Relevancy algorithms can be complicated as there are
many elements and considerations to make when attempting to determine
exactly which document is best matched to a given term.
Most algorithms,
including Google's famous PageRank, are available free to download and
inspect from the Internet. However, developers, when creating a ranking
algorithm, will almost always add their own modifications to whatever
base they are using to create a unique and functional ranking algorithm.
Google's present ranking mechanism is certainly exponentially more
complex now than it was when its founders first invented it and
published it while at Stanford. Whatever the math behind the ranking
algorithm, experience and testing can confirm that the ranking in
SharePoint 2010 is highly effective for enterprise content and brings
relevant documents to the top of the search results page.
As mentioned,
SharePoint's default algorithm is purportedly based on an algorithm
called BM25. There is some reference to neural networks in literature on
the Internet about SharePoint's ranking model. This is supported by a
patent created by Microsoft's engineering team, which received US Patent
No. 7,840,569 B2 in November 2010. The term neural network means the algorithm is designed to
learn from user behavior, something that SharePoint's algorithm
certainly does. However, there is no way to actually know that this
ranking algorithm is the core of SharePoint's.

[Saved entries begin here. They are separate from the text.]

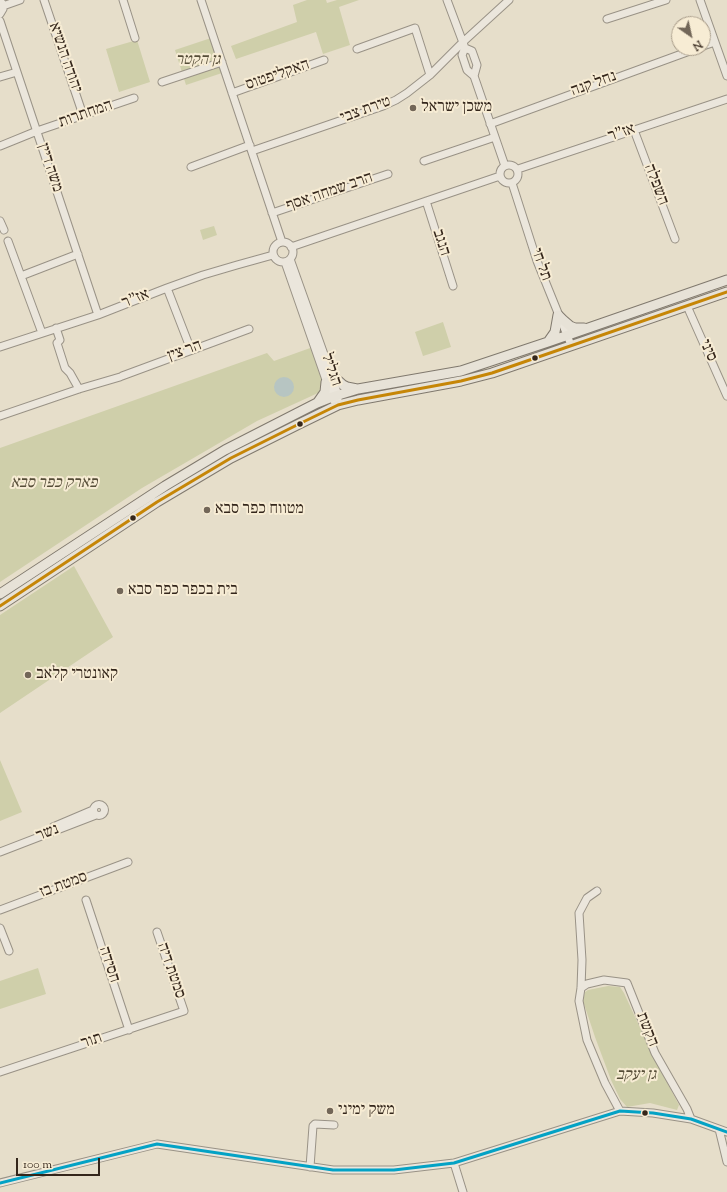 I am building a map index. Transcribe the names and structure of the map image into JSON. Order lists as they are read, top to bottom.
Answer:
{
  "streets": {
    "street": [
      "יהודה הנשיא",
      "האקליפטוס",
      "נחל קנה",
      "טירת צבי",
      "המחתרות",
      "אז\"ר",
      "משה דיין",
      "השפלה",
      "הרב שמחה אסף",
      "הנגב",
      "תל חי",
      "סיני",
      "הר צין",
      "הגליל",
      "נשר",
      "סמטת בז",
      "חסידה",
      "סמטת דיה",
      "הקשת",
      "תור"
    ]
  },
  "crossings": [
    ["יהודה הנשיא", "המחתרות"],
    ["המחתרות", "משה דיין"],
    ["אז\"ר", "משה דיין"],
    ["אז\"ר", "השפלה"],
    ["אז\"ר", "תל חי"],
    ["אז\"ר", "הגליל"],
    ["חסידה", "תור"],
    ["סמטת דיה", "תור"]
  ],
  "parks": ["גן הקטר", "פארק כפר סבא", "גן יעקב"],
  "places": [
    "משכן ישראל",
    "מטווח כפר סבא",
    "בית בכפר כפר סבא",
    "קאונטרי קלאב",
    "משק ימיני"
  ],
  "scale_bar": "100 m",
  "north": "bottom right"
} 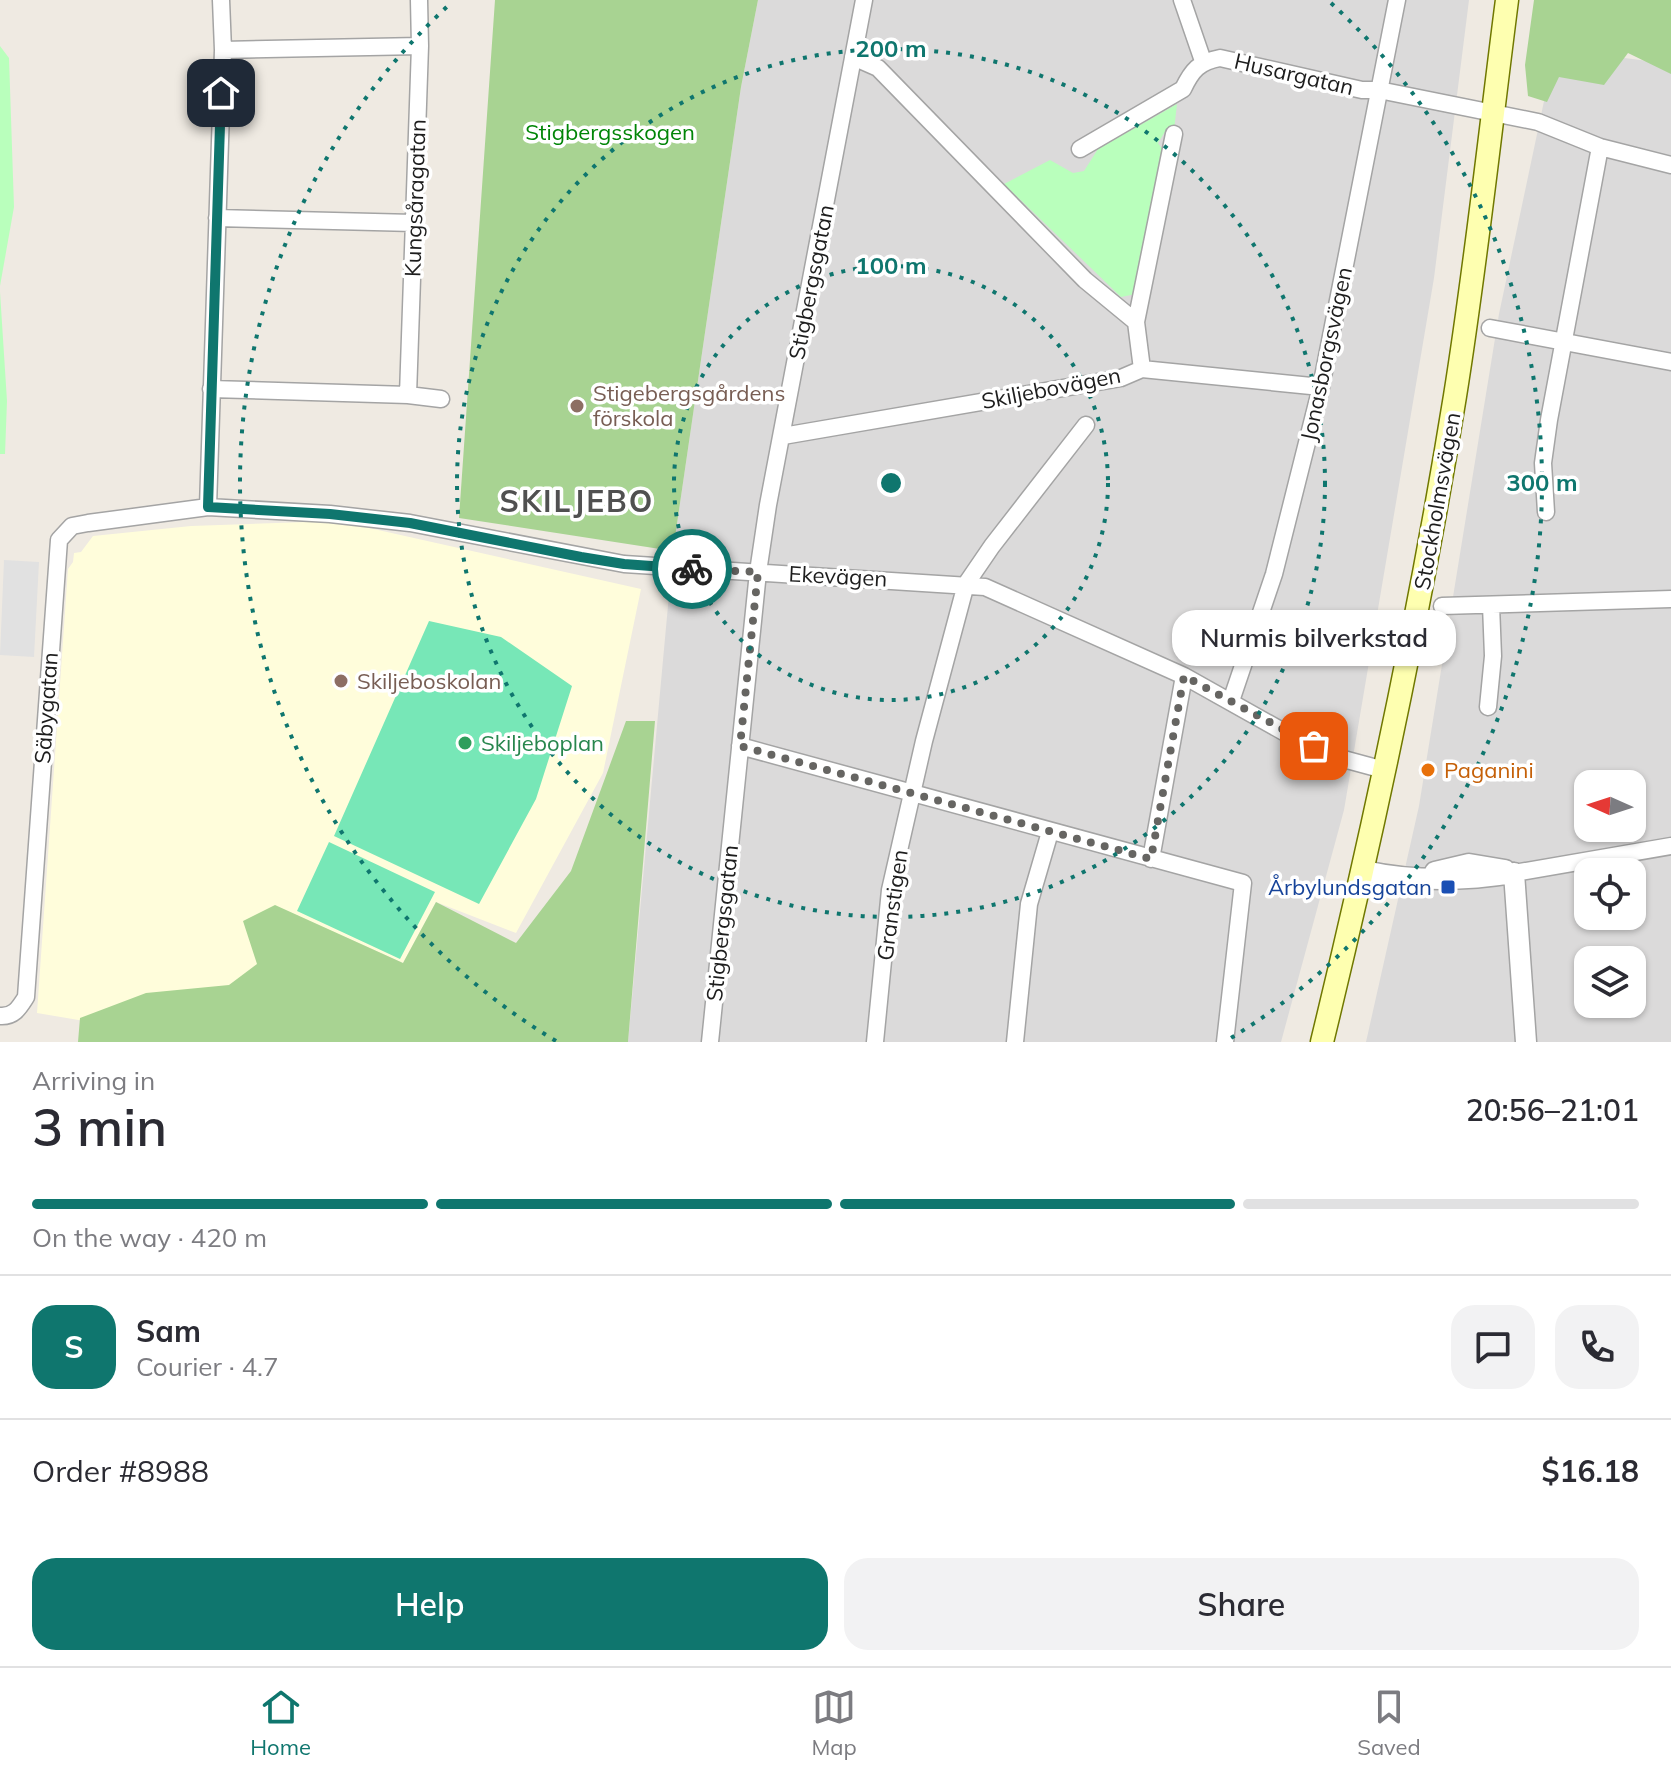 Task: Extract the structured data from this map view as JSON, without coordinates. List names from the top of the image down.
{
  "streets": {
    "main road": ["Stockholmsvägen"],
    "street": [
      "Husargatan",
      "Kungsåragatan",
      "Stigbergsgatan",
      "Jonasborgsvägen",
      "Skiljebovägen",
      "Ekevägen",
      "Säbygatan",
      "Granstigen"
    ]
  },
  "crossings": [
    ["Husargatan", "Jonasborgsvägen"],
    ["Husargatan", "Stockholmsvägen"],
    ["Stigbergsgatan", "Skiljebovägen"],
    ["Stigbergsgatan", "Ekevägen"],
    ["Jonasborgsvägen", "Skiljebovägen"],
    ["Jonasborgsvägen", "Ekevägen"],
    ["Stockholmsvägen", "Ekevägen"],
    ["Ekevägen", "Säbygatan"],
    ["Ekevägen", "Granstigen"]
  ],
  "districts": ["SKILJEBO"],
  "parks": ["Stigbergsskogen"],
  "places": {
    "other": [
      "Stigebergsgårdens förskola",
      "Skiljeboskolan",
      "Skiljeboplan",
      "Nurmis bilverkstad",
      "Paganini"
    ],
    "transit": ["Årbylundsgatan"]
  },
  "north": "left",
  "page": {
    "bubble": "Nurmis bilverkstad",
    "heading": ["3 min", "Arriving in", "20:56–21:01"],
    "panel": [
      "Sam",
      "Courier · 4.7",
      "Order #8988",
      "$16.18"
    ],
    "bar": "On the way · 420 m",
    "round": "S",
    "buttons": ["Help", "Share"],
    "tabs": ["Home", "Map", "Saved"]
  },
  "rings": ["200 m", "100 m", "300 m"]
}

To simplify things, however,
we can think of an enterprise search ranking algorithm as basically a
formula that ranks documents based on the frequency of query terms
appearing in the matching documents as well as considering overall
comparative document value. SharePoint applies various ranking
considerations based on different fields of which a document may be
comprised. For SharePoint specifically, these fields are extended to
properties and other data associated with the documents. So a single
document becomes a collection of differently weighted ranking
considerations. These ranking considerations include, but may not be
limited to, the following areas:
The first step SharePoint
search takes when receiving a query is to pass the query through a word
breaker to ensure the query terms match terms that may be stored in the
index. SharePoint has a specific word breaker for each language that can
tell where to break compound terms and tokenize them. This word
breaking or tokenization happens during both the crawling of terms and
the querying of terms to ensure that streams of indexed text are broken
into simple items. The neutral or default word breaker in SharePoint
breaks terms only for white space or filler characters like hyphens and
slashes. Other language word breakers do a more complex analysis based
on the grammar of the given language. Some languages have no white space
between terms, so they require a special understanding of the
characters. Next, the broken or tokenized terms are sent to a stemmer to
reduce them to their root form. These terms are finally checked against
terms in the index, and a result set is assembled based on all the
documents that contain matching terms from the entire corpus. The result
set is then prioritized with the item with the highest ranking value at
the top of the first page and subsequent matches listed in descending
order.
SharePoint search applies
what it calls static and dynamic ranking. Static ranking is applied to
documents at crawl time and relates to the static elements of the
documents, such as distance from authoritative pages, language, file
type length, etc. Dynamic ranking is applied at query time and applies
value for the specific terms queried, specifically keyword matches, and
proximity weighting.
In addition to or in support of
these conditions, the factors discussed in the following sections are
considered in ranking, but not necessarily in the order they are
presented here.
1. Keyword Matches
The total number of times the
terms appear on the document is, of course, important for ranking. The
most obvious element to rank a document as being a match for a given
term is the raw number of times that word is mentioned in the document.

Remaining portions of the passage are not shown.